E’ autunno, una notte d’autunno con un tempo inclemente e piovoso, una di quelle notti nella quali infuria, impietoso, il temporale e i lampi squarciano il buio del cielo, illuminando l’oscurità.
Notte di pioggia, potente e forte.
Notte di paura, di terrore, di emozioni grandi ed immense, di moti dell’animo capaci di mutare per sempre una vita.
E tutto accade qui, in questo palazzo, al civico 7 di Salita San Francesco, la mattonata che da Piazza della Meridiana sale verso Castelletto.

Ospite di parenti, in quella casa, si trova il poeta francese Paul Valéry.
Valéry è giovane, ha appena ventun’anni quando si trova a vivere questa esperienza che segnerà il suo futuro.
Non è un caso che il poeta si trovi nella Superba; sua madre, infatti, è genovese e lui, nella sua infanzia, ha trascorso molte delle sue estati nella nostra città.
Valéry conosce bene Genova e la descriverà come anche noi possiamo vederla, come noi la sentiamo, nella vertigine delle sue salite trafitte dalla tramontana.

Questa città, tutta visibile e presente a se stessa, rifilata con il suo mare, la sua roccia, la sua ardesia, i suoi mattoni, i suoi marmi. In lavorio continuo contro la montagna.

E poi i caruggi, con il suo popolo di donne e bambini, così scrive Valéry: si cammina nella vita complicata di questi profondi sentieri come si entrerebbe nel mare.
E gli odori, i profumi, ve li fa sentire tutti il poeta francese, il formaggio e il caffé, il cacao e le spezie.
Gli odori di una città che per lui è cava d’ardesia.
Una città che in una notte d’autunno flagellata dalla pioggia cambierà il destino di Paul Valéry.
E’ la notte del 5 Ottobre del 1892.
Il temporale, i suoni, la potenza dell’acqua, la prepotenza della luce dei fulmini che filtra nella stanza, notte tremenda ed insonne, notte di sussulti.
Quando si ha una sensibilità fuori dal comune, quando si è altro, rispetto alla banalità di molti, un simile vissuto lascia una traccia profonda nell’animo.
Paul Valéry, intellettuale, filosofo e poeta attribuì a quella notte e alla potenza di quel temporale la sua ferma decisione di raffrontarsi in maniera diversa con il suo mondo poetico allontanandosi da esso e abbandonando la poesia per lungo tempo per  votare la propria esistenza al culto dell’intelletto.
E nel suo ricordo di quell’esperienza, nelle parole che Paul Valéry scrive, si legge una sorta di rivoluzione interiore, totale e definitiva.

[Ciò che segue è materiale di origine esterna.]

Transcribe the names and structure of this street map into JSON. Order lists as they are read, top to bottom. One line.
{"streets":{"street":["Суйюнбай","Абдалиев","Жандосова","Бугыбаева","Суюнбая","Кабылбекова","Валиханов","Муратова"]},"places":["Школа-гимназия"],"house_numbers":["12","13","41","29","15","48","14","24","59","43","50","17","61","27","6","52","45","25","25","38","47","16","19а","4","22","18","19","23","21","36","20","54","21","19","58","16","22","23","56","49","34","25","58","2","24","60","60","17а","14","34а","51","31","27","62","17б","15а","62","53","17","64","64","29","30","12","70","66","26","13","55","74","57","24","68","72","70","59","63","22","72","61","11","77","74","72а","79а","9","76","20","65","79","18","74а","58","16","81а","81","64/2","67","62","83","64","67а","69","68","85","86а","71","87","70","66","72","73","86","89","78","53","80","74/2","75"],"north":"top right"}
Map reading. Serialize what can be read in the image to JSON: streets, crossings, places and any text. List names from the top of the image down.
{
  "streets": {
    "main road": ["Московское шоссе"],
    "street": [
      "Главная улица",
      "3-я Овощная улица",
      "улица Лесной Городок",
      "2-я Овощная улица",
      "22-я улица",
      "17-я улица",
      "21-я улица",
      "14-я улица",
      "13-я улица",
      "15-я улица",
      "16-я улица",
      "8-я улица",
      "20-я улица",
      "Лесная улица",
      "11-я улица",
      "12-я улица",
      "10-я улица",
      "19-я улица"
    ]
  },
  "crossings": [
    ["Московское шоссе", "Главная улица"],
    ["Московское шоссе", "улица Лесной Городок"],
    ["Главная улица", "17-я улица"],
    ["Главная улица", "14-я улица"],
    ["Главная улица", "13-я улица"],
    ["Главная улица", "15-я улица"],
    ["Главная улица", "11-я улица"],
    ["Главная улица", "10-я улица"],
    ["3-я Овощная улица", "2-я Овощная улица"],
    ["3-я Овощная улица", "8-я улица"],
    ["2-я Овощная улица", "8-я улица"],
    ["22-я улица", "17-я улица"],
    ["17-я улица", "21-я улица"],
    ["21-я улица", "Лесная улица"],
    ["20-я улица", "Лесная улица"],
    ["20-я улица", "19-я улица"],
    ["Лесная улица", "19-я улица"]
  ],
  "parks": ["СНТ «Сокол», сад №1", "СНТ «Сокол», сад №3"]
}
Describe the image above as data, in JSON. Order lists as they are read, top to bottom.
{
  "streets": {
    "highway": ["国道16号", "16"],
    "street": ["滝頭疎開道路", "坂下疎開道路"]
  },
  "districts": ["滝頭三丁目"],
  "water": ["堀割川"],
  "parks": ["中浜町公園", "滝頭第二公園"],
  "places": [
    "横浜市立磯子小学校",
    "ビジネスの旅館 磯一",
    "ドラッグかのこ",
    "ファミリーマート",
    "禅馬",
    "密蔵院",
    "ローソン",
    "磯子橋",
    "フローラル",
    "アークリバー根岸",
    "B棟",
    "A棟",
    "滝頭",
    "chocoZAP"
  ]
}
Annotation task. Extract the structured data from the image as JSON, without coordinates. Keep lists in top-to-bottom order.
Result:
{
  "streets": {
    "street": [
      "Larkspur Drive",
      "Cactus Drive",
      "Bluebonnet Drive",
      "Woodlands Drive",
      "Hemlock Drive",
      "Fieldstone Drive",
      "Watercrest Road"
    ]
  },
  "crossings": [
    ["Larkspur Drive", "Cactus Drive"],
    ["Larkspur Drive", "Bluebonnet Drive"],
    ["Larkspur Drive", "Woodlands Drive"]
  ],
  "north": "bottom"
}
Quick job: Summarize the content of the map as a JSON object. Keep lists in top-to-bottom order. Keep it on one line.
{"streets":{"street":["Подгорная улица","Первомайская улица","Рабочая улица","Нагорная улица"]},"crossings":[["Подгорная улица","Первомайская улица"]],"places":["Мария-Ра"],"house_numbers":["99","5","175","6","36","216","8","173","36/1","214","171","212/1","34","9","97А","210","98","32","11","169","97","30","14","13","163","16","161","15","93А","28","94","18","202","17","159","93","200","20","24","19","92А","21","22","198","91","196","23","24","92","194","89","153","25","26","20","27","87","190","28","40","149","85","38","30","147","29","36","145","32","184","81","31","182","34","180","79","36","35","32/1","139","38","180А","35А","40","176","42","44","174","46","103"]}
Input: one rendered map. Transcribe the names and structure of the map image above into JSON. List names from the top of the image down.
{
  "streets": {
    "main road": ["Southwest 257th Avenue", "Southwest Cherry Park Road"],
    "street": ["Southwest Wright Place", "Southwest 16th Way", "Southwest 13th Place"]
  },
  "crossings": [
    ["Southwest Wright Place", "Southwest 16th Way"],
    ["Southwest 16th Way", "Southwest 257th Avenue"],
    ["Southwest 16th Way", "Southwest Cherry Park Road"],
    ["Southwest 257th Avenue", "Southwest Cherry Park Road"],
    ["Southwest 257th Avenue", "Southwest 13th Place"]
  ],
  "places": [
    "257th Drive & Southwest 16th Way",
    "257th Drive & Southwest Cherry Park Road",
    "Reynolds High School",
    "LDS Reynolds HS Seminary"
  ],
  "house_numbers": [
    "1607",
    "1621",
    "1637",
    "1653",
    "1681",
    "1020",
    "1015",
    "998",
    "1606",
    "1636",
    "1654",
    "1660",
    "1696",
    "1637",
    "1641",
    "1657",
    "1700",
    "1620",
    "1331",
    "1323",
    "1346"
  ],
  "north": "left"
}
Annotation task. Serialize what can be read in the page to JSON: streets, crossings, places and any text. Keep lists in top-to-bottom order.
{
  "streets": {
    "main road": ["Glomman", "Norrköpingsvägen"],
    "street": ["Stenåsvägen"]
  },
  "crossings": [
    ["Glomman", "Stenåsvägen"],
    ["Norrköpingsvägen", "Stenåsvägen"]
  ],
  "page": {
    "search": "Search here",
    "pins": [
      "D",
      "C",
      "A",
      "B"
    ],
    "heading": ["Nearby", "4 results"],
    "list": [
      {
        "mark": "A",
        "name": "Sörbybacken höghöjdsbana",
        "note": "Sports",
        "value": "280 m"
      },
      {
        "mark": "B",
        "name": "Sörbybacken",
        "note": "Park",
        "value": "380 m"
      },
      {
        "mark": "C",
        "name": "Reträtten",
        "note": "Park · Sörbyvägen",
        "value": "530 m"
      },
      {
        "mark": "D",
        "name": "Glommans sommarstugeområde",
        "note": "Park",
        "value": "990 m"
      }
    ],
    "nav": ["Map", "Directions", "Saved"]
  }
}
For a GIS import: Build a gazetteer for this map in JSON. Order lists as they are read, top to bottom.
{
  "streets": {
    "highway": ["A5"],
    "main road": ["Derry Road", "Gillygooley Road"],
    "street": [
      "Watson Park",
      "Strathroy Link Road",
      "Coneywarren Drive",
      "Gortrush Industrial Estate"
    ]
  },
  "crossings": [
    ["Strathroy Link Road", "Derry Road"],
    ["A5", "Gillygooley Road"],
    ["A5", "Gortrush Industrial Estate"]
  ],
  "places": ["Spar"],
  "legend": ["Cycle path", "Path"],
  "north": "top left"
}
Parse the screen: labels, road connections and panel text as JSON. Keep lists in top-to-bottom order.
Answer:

Temporale spaventoso questa notte. L’ho passata seduto sul mio letto.
Abbagliante per ogni lampo, tutto il mio destino si giocava nella mia testa. Io sono tra me e me sofferto enormemente. Ma io voglio disprezzare tutto ciò che passa dentro le tempie.
Stato insopportabile. Stato critico. Stato di trasformazione. Può essere effetto di questa tensione e di questi scoppi improvvisi.

Quella notte che lui definisce spaventosa ed infinita svelò al poeta quale fosse il suo destino e Valéry così scriverà.

Voglio ricordarti che tutta la mia vita intellettuale è dominata dall’evento del 1892.

Sul palazzo in Salita San Francesco, in alto è posizionata una lapide, a memoria di quanto accaduto in quelle terribili ore buie, la Nuit de Gênes di Paul Valéry.